Anywhere the string "Order" shows up in the listing below, copy the line it is in.

» Supplied data
━━━━━━━━━━━━━━━━
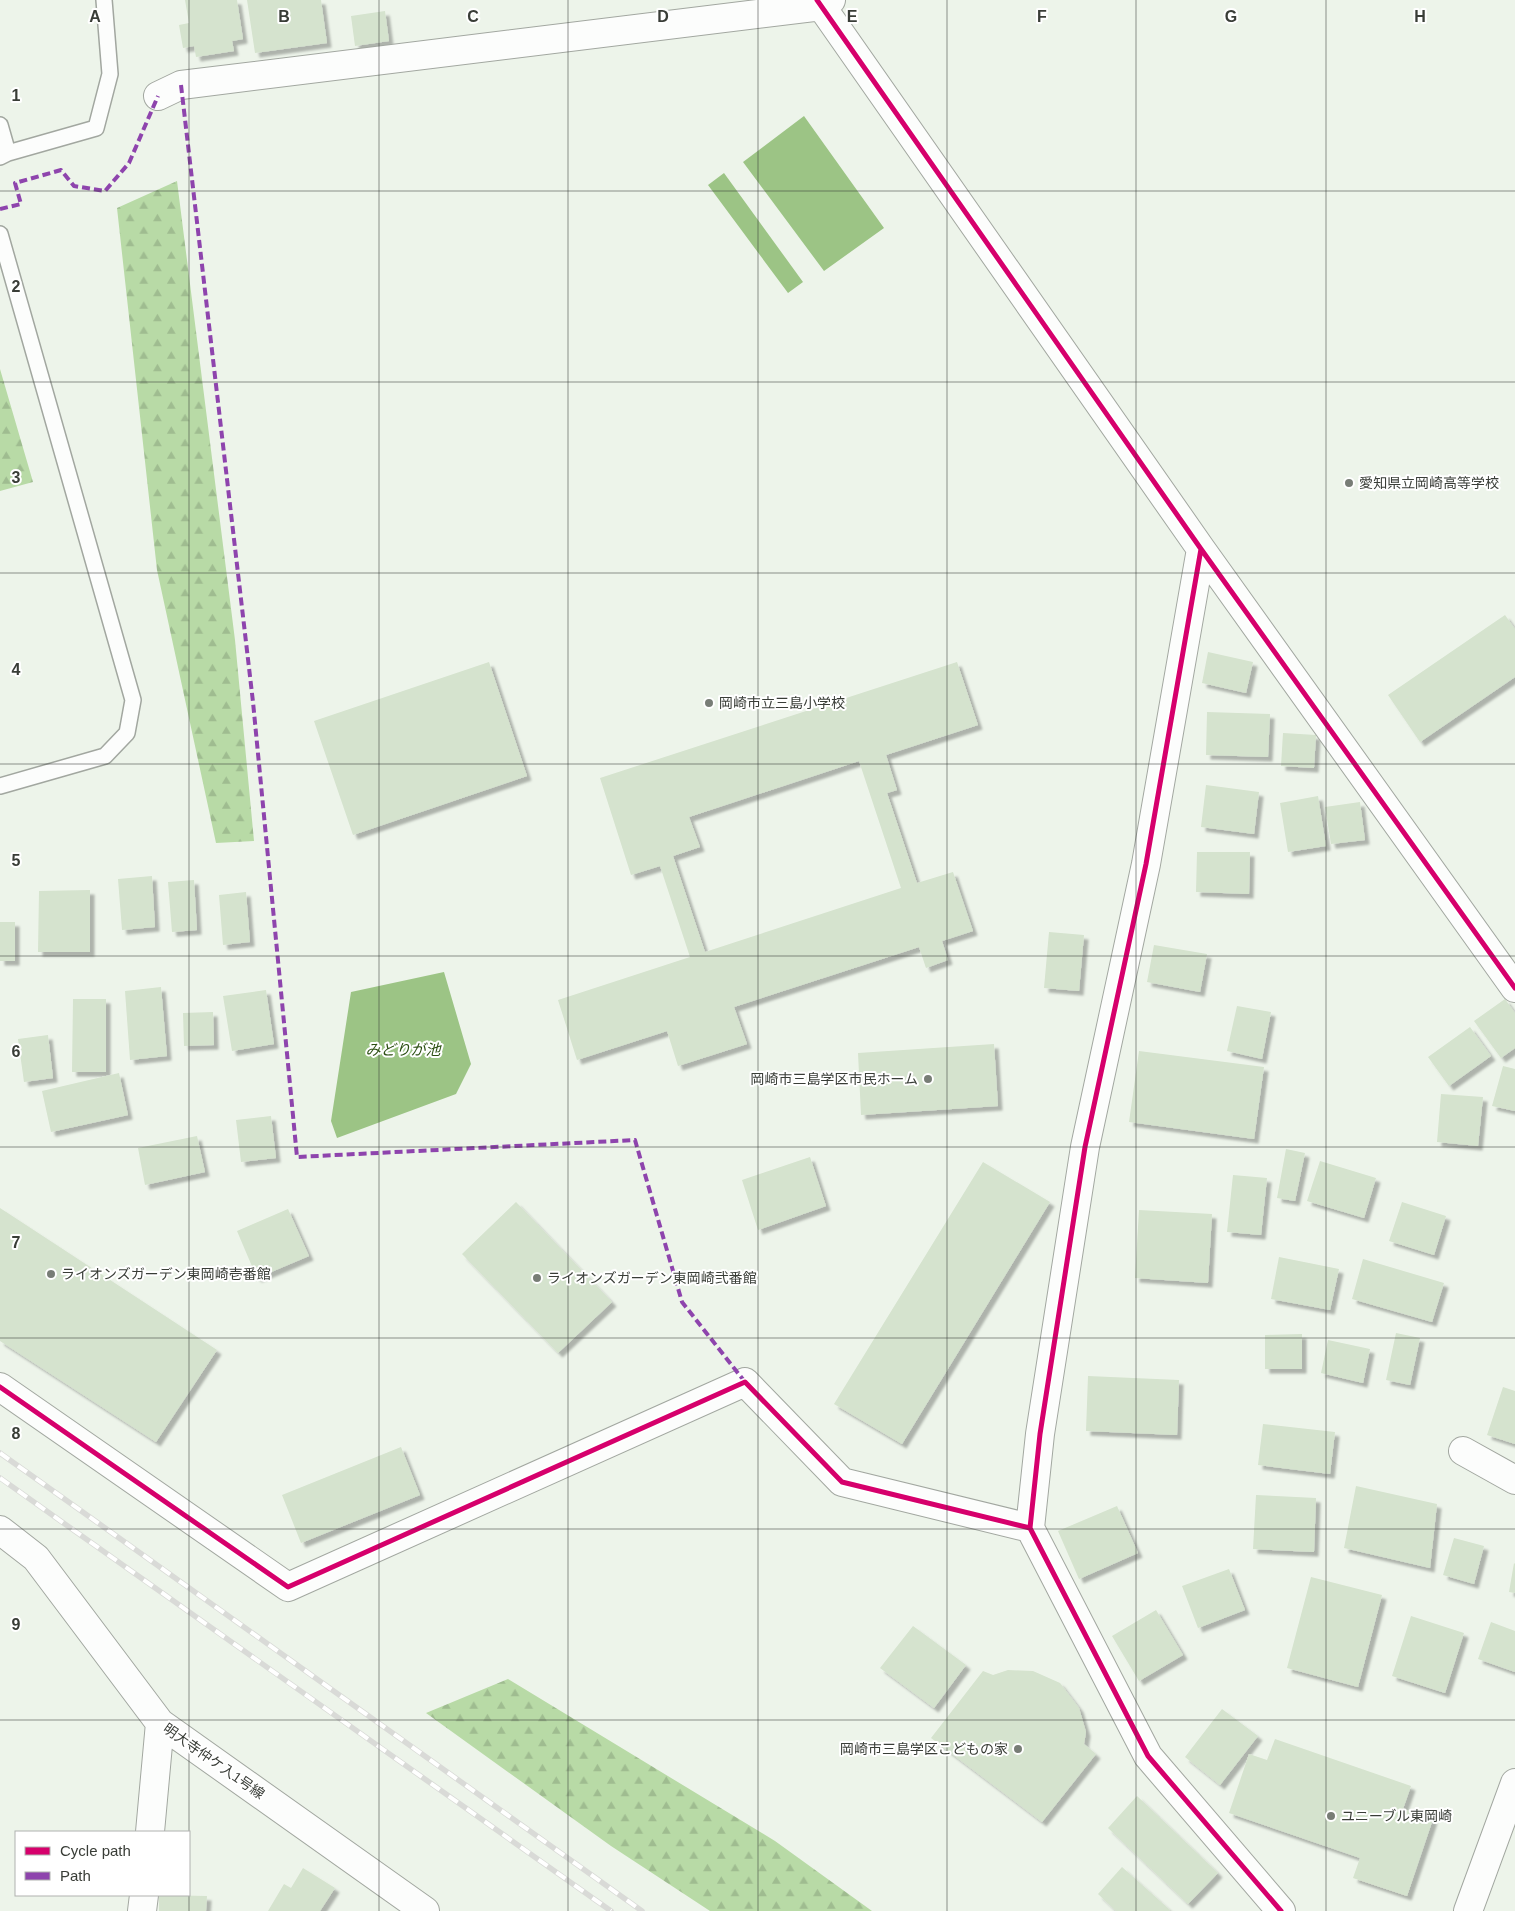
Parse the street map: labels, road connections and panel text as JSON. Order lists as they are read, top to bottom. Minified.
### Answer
{"streets":{"street":["明大寺仲ケ入1号線"]},"water":["みどりが池"],"places":["愛知県立岡崎高等学校","岡崎市立三島小学校","岡崎市三島学区市民ホーム","ライオンズガーデン東岡崎壱番館","ライオンズガーデン東岡崎弐番館","岡崎市三島学区こどもの家","ユニーブル東岡崎"],"legend":["Cycle path","Path"],"grid":{"columns":["A","B","C","D","E","F","G","H"],"rows":["1","2","3","4","5","6","7","8","9"]}}
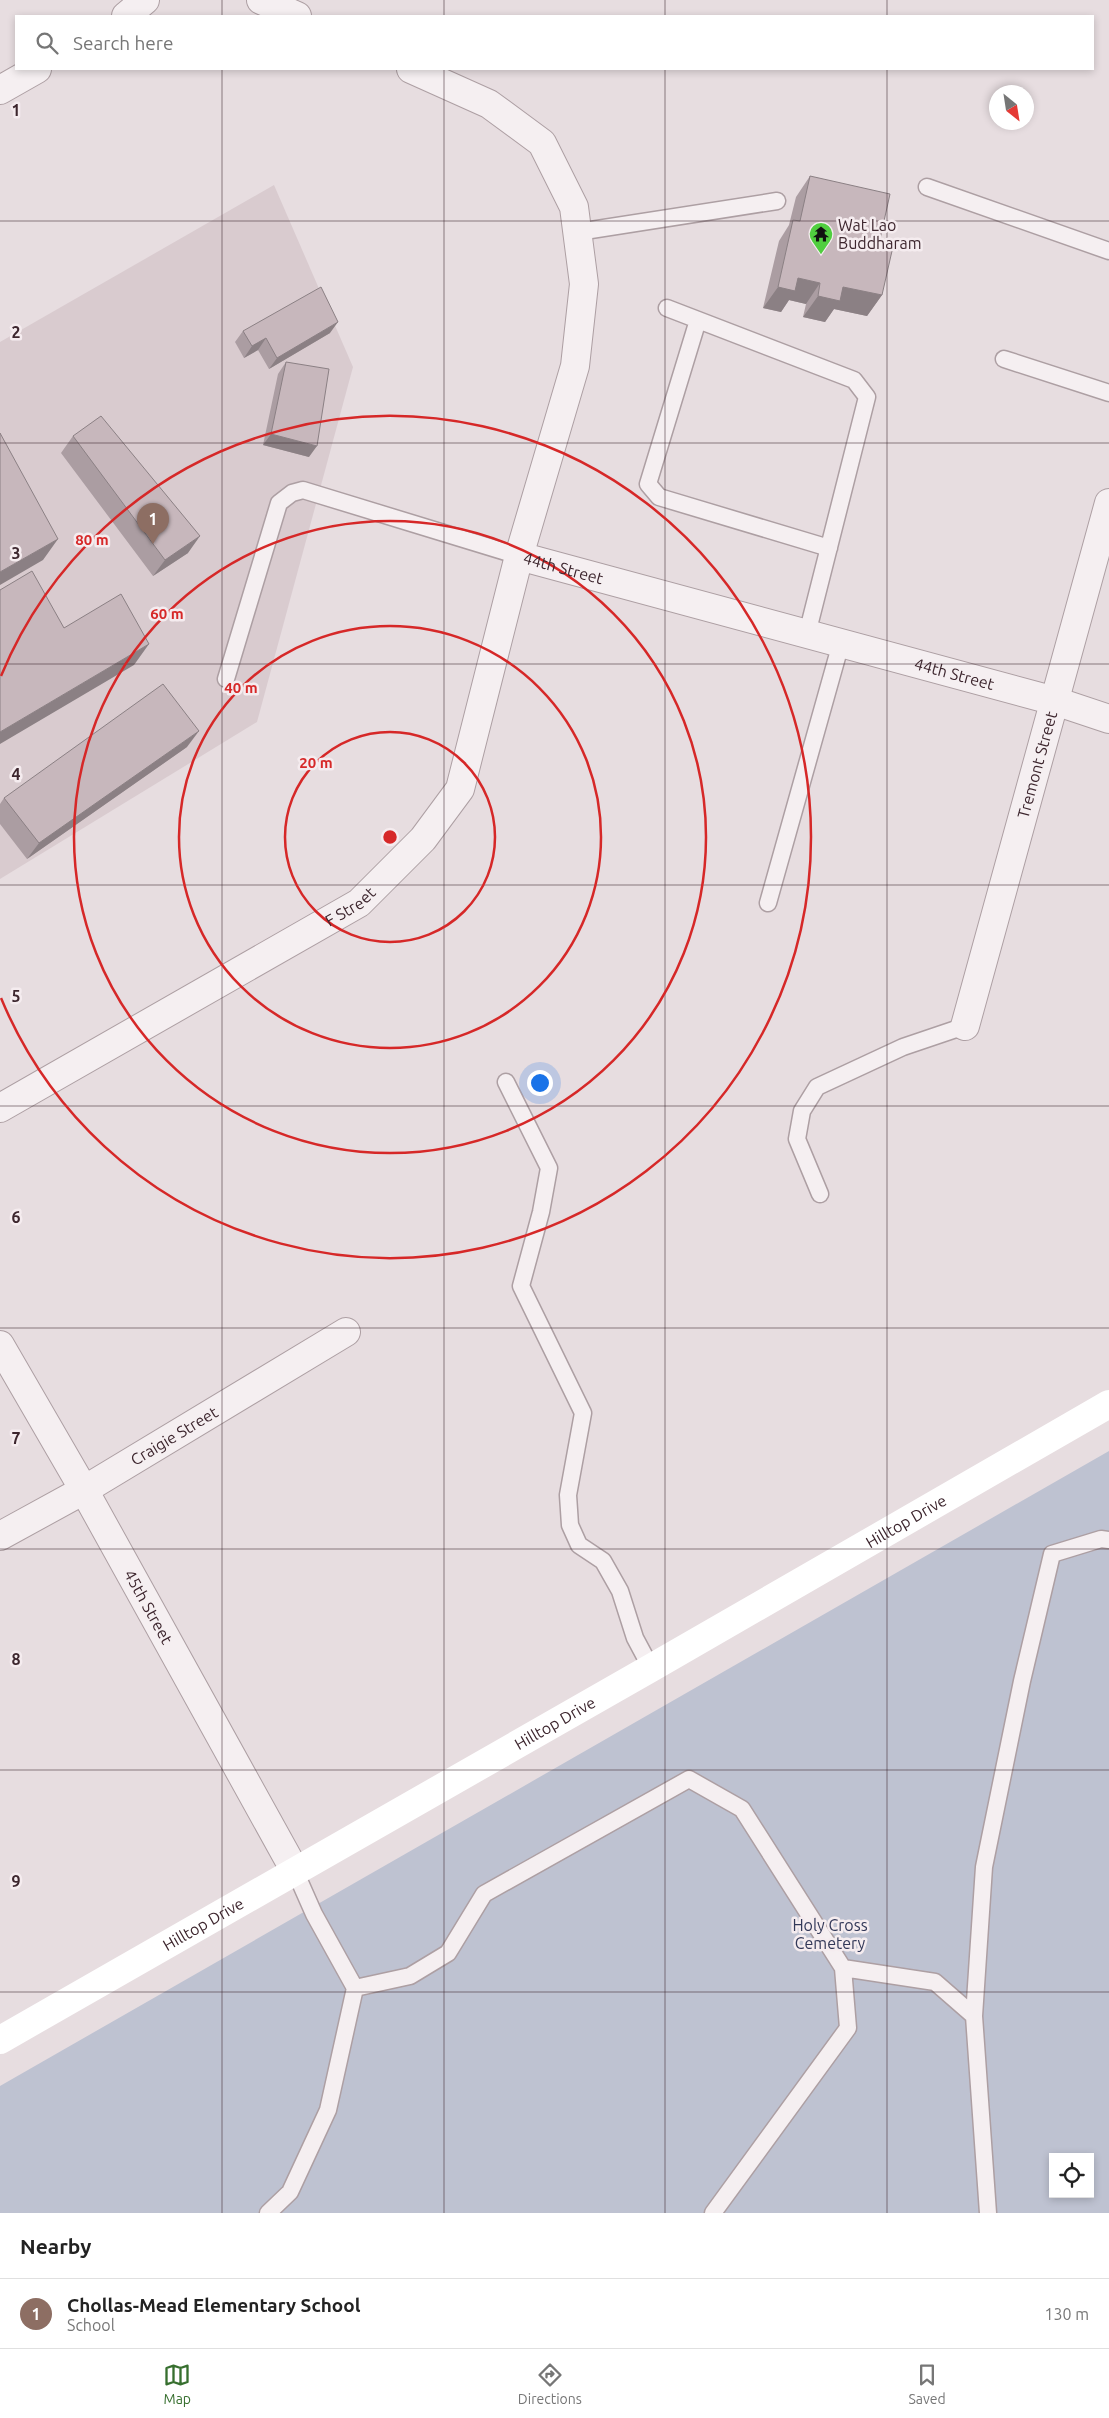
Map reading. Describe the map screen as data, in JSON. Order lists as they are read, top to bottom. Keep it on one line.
━━━━━━━━━━━━━━━━
» Completed task
Parse the street map: labels, road connections and panel text as JSON. Order lists as they are read, top to bottom. Minified.
Map reading. Describe the map screen as data, in JSON. Order lists as they are read, top to bottom. Keep it on one line.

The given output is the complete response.